Problem details:
Transcribe the stretch of entries below from the line with "const c = document.querySelector('canvas').getContext('2d');" through the line with "M 1291,12 L", exactly and with both ends included; leave out all other lines.
** The input follows **
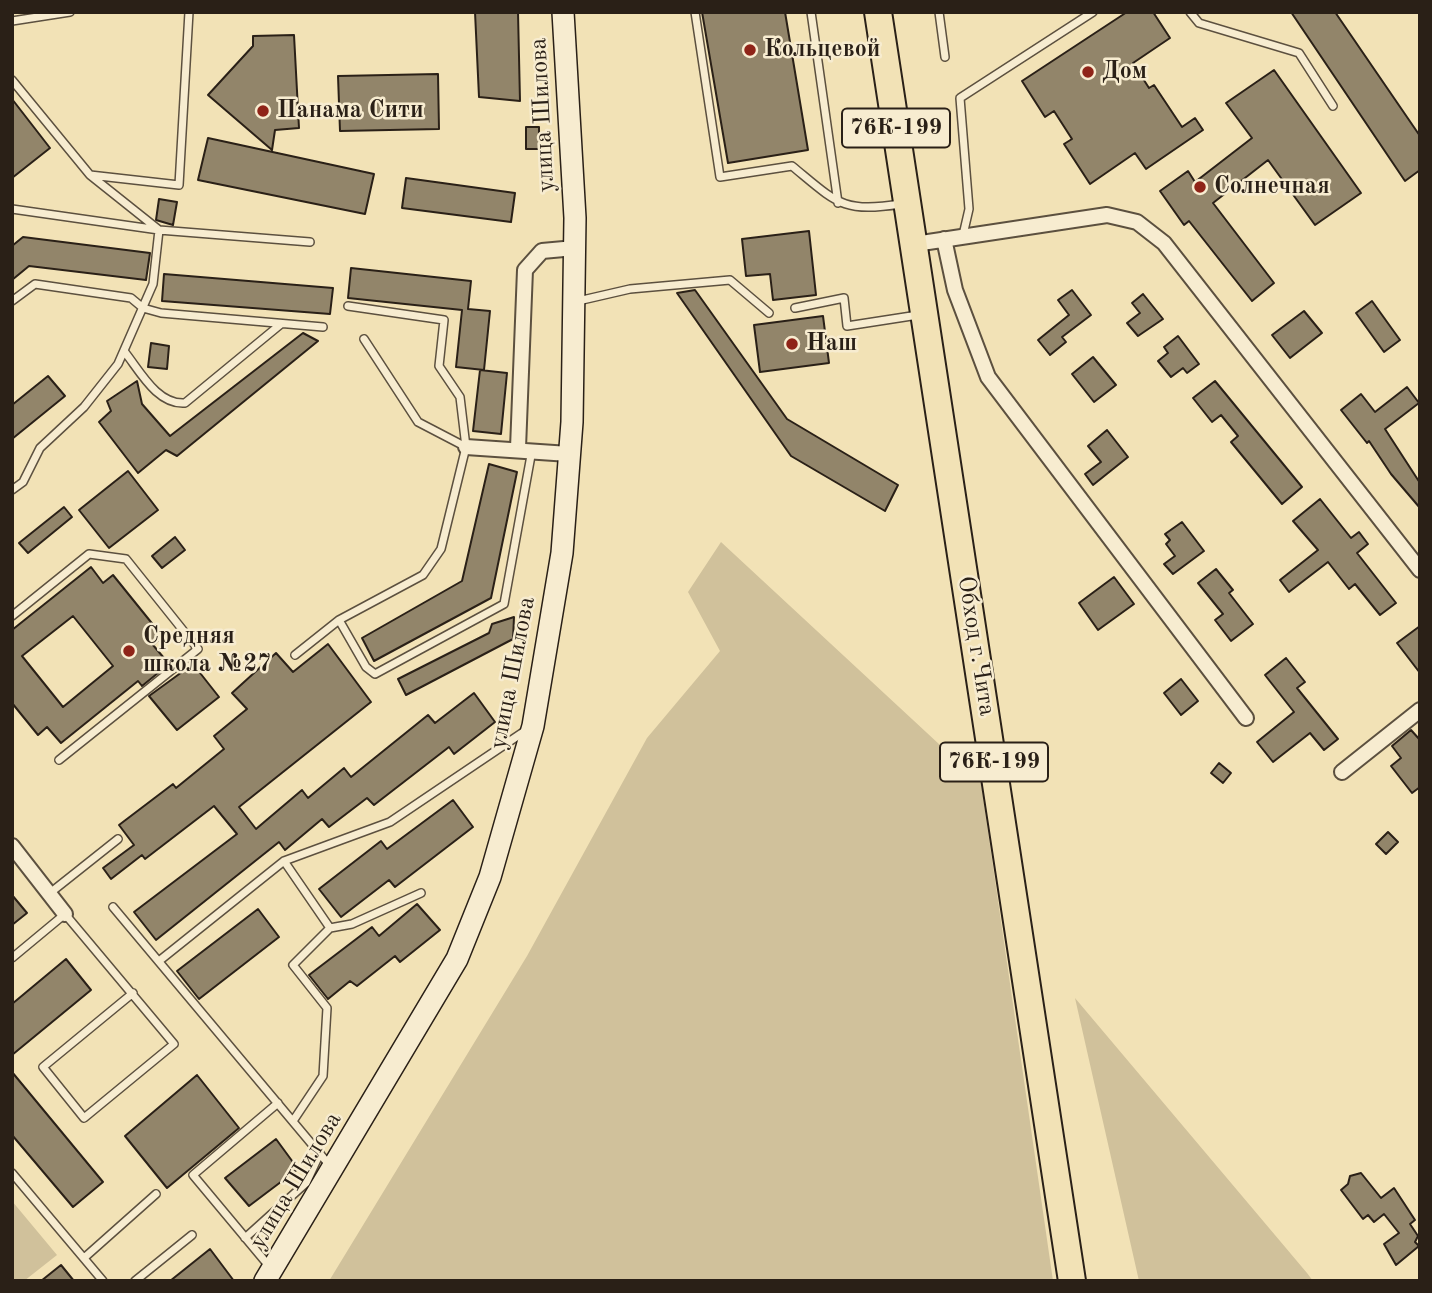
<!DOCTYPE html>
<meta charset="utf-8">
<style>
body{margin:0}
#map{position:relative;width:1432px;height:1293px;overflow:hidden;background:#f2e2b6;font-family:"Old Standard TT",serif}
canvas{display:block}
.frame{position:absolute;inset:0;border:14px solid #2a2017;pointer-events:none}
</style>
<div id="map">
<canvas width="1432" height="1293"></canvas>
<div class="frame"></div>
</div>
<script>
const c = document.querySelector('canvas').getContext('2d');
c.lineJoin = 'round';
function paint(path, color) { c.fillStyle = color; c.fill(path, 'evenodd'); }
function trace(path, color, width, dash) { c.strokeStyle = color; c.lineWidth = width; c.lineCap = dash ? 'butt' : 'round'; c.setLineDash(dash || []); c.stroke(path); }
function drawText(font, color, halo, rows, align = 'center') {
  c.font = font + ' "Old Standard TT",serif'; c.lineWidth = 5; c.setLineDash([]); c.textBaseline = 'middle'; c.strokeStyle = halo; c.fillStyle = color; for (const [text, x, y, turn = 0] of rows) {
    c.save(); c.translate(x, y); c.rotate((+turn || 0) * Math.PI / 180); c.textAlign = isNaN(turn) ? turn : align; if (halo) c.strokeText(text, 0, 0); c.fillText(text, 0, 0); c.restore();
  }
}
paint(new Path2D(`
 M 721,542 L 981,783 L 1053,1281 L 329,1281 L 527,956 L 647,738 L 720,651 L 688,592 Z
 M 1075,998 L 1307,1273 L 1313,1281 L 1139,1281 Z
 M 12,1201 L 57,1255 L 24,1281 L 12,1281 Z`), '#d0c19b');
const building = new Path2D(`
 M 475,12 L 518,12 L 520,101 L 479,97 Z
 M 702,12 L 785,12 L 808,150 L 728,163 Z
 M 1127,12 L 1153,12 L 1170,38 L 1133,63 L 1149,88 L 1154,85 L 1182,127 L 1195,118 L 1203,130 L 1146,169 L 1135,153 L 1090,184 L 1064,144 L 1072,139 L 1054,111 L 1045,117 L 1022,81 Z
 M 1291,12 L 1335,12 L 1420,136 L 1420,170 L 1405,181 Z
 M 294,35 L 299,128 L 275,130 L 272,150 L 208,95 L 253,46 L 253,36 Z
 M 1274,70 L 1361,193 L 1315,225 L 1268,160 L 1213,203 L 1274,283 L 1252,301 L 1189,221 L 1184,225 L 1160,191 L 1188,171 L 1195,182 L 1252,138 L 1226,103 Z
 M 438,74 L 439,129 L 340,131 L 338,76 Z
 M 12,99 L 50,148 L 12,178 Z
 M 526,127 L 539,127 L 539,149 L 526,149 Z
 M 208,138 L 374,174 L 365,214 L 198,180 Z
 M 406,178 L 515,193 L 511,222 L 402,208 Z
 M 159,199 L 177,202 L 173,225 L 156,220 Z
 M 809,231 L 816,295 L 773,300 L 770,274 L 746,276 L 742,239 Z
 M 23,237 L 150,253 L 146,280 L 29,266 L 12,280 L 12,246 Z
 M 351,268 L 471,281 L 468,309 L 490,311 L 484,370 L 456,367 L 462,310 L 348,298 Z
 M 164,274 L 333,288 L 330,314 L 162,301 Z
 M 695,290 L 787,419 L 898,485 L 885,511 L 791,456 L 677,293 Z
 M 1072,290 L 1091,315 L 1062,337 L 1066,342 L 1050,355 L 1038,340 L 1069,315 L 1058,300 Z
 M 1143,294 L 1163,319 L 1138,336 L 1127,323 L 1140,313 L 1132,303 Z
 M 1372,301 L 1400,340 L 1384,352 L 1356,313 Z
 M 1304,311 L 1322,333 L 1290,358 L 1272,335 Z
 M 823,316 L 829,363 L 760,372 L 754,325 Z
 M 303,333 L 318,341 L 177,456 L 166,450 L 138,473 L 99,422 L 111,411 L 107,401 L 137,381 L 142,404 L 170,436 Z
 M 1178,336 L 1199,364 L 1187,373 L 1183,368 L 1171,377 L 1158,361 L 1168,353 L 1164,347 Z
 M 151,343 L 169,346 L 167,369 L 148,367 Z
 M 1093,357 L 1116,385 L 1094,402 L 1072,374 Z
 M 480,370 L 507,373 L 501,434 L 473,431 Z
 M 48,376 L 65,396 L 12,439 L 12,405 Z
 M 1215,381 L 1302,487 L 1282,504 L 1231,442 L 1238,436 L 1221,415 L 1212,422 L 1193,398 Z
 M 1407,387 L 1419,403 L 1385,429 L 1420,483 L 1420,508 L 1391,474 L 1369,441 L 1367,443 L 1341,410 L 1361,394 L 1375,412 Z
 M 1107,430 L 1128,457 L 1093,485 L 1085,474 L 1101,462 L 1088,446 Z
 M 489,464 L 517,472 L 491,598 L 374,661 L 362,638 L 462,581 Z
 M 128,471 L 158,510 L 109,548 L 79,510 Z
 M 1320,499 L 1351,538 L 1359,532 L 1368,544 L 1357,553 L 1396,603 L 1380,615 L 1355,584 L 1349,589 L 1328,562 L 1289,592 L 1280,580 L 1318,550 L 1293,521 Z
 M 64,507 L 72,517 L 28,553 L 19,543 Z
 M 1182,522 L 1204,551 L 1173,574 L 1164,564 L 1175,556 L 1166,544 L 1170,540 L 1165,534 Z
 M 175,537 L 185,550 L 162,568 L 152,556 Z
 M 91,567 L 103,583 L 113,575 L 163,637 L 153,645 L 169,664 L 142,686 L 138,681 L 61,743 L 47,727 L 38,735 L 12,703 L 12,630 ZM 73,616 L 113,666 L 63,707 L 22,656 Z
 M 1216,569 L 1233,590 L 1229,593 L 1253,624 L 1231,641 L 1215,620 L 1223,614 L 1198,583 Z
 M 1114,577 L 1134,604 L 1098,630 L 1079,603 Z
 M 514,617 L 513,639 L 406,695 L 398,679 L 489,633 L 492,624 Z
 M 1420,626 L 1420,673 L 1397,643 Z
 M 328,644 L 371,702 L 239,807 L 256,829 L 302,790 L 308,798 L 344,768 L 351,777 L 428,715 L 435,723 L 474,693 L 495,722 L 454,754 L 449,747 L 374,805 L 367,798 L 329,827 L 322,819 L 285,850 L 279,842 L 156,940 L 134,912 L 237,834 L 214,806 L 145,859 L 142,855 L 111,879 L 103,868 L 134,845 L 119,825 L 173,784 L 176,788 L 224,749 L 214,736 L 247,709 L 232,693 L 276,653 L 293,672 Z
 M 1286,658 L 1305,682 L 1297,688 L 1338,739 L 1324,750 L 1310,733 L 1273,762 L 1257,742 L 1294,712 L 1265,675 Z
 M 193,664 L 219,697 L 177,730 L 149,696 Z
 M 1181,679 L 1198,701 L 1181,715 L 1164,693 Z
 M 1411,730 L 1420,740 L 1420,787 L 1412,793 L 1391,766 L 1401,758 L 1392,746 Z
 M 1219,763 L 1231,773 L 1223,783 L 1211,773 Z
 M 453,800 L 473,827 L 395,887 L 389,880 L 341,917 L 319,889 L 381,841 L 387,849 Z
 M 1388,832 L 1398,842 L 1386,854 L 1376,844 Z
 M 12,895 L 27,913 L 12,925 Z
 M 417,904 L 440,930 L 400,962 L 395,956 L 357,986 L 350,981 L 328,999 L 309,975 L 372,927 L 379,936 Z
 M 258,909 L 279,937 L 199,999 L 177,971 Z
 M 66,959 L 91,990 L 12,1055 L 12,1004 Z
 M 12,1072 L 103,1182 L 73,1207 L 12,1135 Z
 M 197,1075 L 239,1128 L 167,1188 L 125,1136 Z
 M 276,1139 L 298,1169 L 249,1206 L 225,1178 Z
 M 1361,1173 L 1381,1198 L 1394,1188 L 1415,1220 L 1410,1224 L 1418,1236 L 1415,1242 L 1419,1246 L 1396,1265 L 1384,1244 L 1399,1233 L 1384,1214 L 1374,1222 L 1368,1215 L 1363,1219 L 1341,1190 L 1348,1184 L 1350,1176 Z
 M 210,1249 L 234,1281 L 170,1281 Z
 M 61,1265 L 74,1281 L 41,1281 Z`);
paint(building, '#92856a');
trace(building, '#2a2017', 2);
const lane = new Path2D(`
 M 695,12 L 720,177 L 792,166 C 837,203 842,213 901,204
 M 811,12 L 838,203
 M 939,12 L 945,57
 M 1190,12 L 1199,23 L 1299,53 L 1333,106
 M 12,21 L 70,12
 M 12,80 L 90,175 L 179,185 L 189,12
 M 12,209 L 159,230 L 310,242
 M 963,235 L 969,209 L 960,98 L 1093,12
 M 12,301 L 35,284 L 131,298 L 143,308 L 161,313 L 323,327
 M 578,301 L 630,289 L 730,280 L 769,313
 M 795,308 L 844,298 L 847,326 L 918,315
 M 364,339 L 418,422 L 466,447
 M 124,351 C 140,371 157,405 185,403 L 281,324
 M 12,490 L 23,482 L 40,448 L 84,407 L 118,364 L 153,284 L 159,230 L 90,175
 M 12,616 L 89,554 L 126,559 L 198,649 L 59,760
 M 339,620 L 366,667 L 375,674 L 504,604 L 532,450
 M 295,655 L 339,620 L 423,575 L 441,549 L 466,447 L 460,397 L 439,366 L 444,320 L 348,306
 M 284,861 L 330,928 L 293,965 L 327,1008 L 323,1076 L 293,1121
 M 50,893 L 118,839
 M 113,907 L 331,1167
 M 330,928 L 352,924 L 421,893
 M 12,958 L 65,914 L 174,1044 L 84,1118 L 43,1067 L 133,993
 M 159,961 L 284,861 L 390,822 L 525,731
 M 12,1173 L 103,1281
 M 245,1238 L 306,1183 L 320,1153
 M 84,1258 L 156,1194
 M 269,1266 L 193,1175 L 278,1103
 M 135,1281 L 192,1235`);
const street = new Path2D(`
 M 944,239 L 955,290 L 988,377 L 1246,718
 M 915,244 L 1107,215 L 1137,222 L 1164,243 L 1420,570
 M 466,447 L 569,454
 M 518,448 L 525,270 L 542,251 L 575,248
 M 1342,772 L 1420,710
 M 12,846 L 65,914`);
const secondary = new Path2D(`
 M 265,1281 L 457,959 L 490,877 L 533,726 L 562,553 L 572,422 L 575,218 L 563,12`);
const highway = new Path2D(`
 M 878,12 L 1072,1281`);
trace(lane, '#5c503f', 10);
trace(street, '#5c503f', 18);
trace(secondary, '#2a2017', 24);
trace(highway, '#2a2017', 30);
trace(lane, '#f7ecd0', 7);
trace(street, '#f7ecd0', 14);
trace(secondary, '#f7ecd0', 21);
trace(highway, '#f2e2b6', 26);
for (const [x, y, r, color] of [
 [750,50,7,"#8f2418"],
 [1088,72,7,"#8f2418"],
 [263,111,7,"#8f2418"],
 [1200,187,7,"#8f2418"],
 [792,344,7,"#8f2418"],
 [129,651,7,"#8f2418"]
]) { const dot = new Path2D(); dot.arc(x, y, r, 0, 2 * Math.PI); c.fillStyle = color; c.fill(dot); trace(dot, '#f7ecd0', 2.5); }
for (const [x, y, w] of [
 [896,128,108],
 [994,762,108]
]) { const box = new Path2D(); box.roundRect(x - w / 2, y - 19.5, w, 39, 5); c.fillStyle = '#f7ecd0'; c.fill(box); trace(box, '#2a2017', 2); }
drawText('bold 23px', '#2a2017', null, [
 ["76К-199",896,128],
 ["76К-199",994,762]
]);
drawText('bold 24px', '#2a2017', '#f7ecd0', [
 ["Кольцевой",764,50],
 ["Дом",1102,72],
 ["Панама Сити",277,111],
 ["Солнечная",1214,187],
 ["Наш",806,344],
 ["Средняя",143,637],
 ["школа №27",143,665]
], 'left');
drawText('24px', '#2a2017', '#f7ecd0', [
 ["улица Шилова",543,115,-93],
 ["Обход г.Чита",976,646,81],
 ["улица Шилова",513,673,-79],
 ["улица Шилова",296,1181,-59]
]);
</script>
** End of The input **
Response area:
const c = document.querySelector('canvas').getContext('2d');
c.lineJoin = 'round';
function paint(path, color) { c.fillStyle = color; c.fill(path, 'evenodd'); }
function trace(path, color, width, dash) { c.strokeStyle = color; c.lineWidth = width; c.lineCap = dash ? 'butt' : 'round'; c.setLineDash(dash || []); c.stroke(path); }
function drawText(font, color, halo, rows, align = 'center') {
  c.font = font + ' "Old Standard TT",serif'; c.lineWidth = 5; c.setLineDash([]); c.textBaseline = 'middle'; c.strokeStyle = halo; c.fillStyle = color; for (const [text, x, y, turn = 0] of rows) {
    c.save(); c.translate(x, y); c.rotate((+turn || 0) * Math.PI / 180); c.textAlign = isNaN(turn) ? turn : align; if (halo) c.strokeText(text, 0, 0); c.fillText(text, 0, 0); c.restore();
  }
}
paint(new Path2D(`
 M 721,542 L 981,783 L 1053,1281 L 329,1281 L 527,956 L 647,738 L 720,651 L 688,592 Z
 M 1075,998 L 1307,1273 L 1313,1281 L 1139,1281 Z
 M 12,1201 L 57,1255 L 24,1281 L 12,1281 Z`), '#d0c19b');
const building = new Path2D(`
 M 475,12 L 518,12 L 520,101 L 479,97 Z
 M 702,12 L 785,12 L 808,150 L 728,163 Z
 M 1127,12 L 1153,12 L 1170,38 L 1133,63 L 1149,88 L 1154,85 L 1182,127 L 1195,118 L 1203,130 L 1146,169 L 1135,153 L 1090,184 L 1064,144 L 1072,139 L 1054,111 L 1045,117 L 1022,81 Z
 M 1291,12 L 1335,12 L 1420,136 L 1420,170 L 1405,181 Z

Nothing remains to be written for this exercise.